Distrito Federal reduz pressão sobre as contas públicas, melhora indicadores fiscais e já trabalha com rating provisório equivalente à Capag A

O Governo do Distrito Federal conseguiu promover uma expressiva mudança de trajetória nas contas públicas em 2026. Depois de iniciar o ano diante de uma projeção de déficit de aproximadamente R$ 6 bilhões, o DF agora estima encerrar o exercício com superávit de pelo menos R$ 3 bilhões.
A reversão representa uma mudança de cerca de R$ 9 bilhões em relação ao cenário anteriormente projetado e ocorre durante a gestão da governadora Celina Leão, que adotou como uma das prioridades o equilíbrio fiscal, com controle de despesas, acompanhamento das contas e medidas para ampliar a arrecadação.
Os números de julho reforçam a mudança de cenário. A relação entre despesas e receitas correntes do Distrito Federal recuou para 93,95%, ficando abaixo do limite de 95% previsto no artigo 167-A da Constituição Federal.
No acumulado dos últimos 12 meses, foram registrados R$ 44,79 bilhões em receitas correntes, diante de R$ 42,08 bilhões em despesas, uma diferença positiva de R$ 2,71 bilhões.
De Capag C para perspectiva de nota A
Outro indicador importante está na capacidade de pagamento do Distrito Federal, a chamada Capag. Segundo o secretário de Economia, Valdivino de Oliveira, o DF já alcançou provisoriamente os parâmetros correspondentes à nota A, depois de começar o ano com Capag C.
“Saímos de uma Capag C em janeiro, para superávit com rating projetado de Capag A”, afirmou.
A evolução ocorreu em poucos meses. Quando Oliveira assumiu a Secretaria de Economia, em março, o cenário encontrado apontava para um déficit de aproximadamente R$ 6 bilhões.
“Em março, tínhamos uma projeção de déficit de R$ 6 bilhões.

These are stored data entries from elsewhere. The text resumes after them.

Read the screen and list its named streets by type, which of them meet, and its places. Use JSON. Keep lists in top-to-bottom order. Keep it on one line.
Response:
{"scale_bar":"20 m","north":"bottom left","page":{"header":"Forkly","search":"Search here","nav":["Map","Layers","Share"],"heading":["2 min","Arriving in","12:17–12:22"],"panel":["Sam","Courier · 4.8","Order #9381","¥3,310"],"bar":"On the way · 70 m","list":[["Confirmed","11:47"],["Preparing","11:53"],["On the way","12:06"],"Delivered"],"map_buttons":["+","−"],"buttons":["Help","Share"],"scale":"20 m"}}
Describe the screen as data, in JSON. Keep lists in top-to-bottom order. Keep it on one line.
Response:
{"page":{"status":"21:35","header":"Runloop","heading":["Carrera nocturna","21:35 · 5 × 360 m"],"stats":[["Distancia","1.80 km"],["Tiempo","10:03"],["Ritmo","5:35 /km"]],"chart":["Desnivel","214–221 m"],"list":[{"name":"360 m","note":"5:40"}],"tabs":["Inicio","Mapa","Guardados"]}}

Em menos de quatro meses, mudamos completamente a rota e temos a projeção de um superávit de pelo menos R$ 3 bilhões ao final deste ano”, destacou o secretário.
Gestão Celina aposta em controle e responsabilidade fiscal
A recuperação das contas está ligada a um programa de ajuste fiscal implementado pelo GDF, reunindo contenção e revisão de despesas, maior acompanhamento dos indicadores e iniciativas voltadas ao crescimento da arrecadação.
Entre as medidas adotadas estão os Decretos nº 48.509/2026 e nº 48.549/2026 e a Portaria nº 363/2026, que estabeleceram mecanismos para ampliar o controle dos gastos públicos.
A estratégia da gestão de Celina Leão busca impedir que o crescimento das despesas correntes reduza a capacidade de investimento do governo e comprometa o equilíbrio financeiro do Distrito Federal.
Mais do que apresentar números positivos no curto prazo, a recuperação fiscal pode ampliar a capacidade do governo de planejar investimentos, contratar operações de crédito em condições mais favoráveis e preservar recursos destinados aos serviços públicos.
Cenário fortalece posição do DF
A melhora das contas também ganha importância diante das negociações relacionadas à operação de R$ 6,6 bilhões, com recursos do Fundo Garantidor de Créditos (FGC), destinada ao fortalecimento patrimonial do Banco de Brasília (BRB).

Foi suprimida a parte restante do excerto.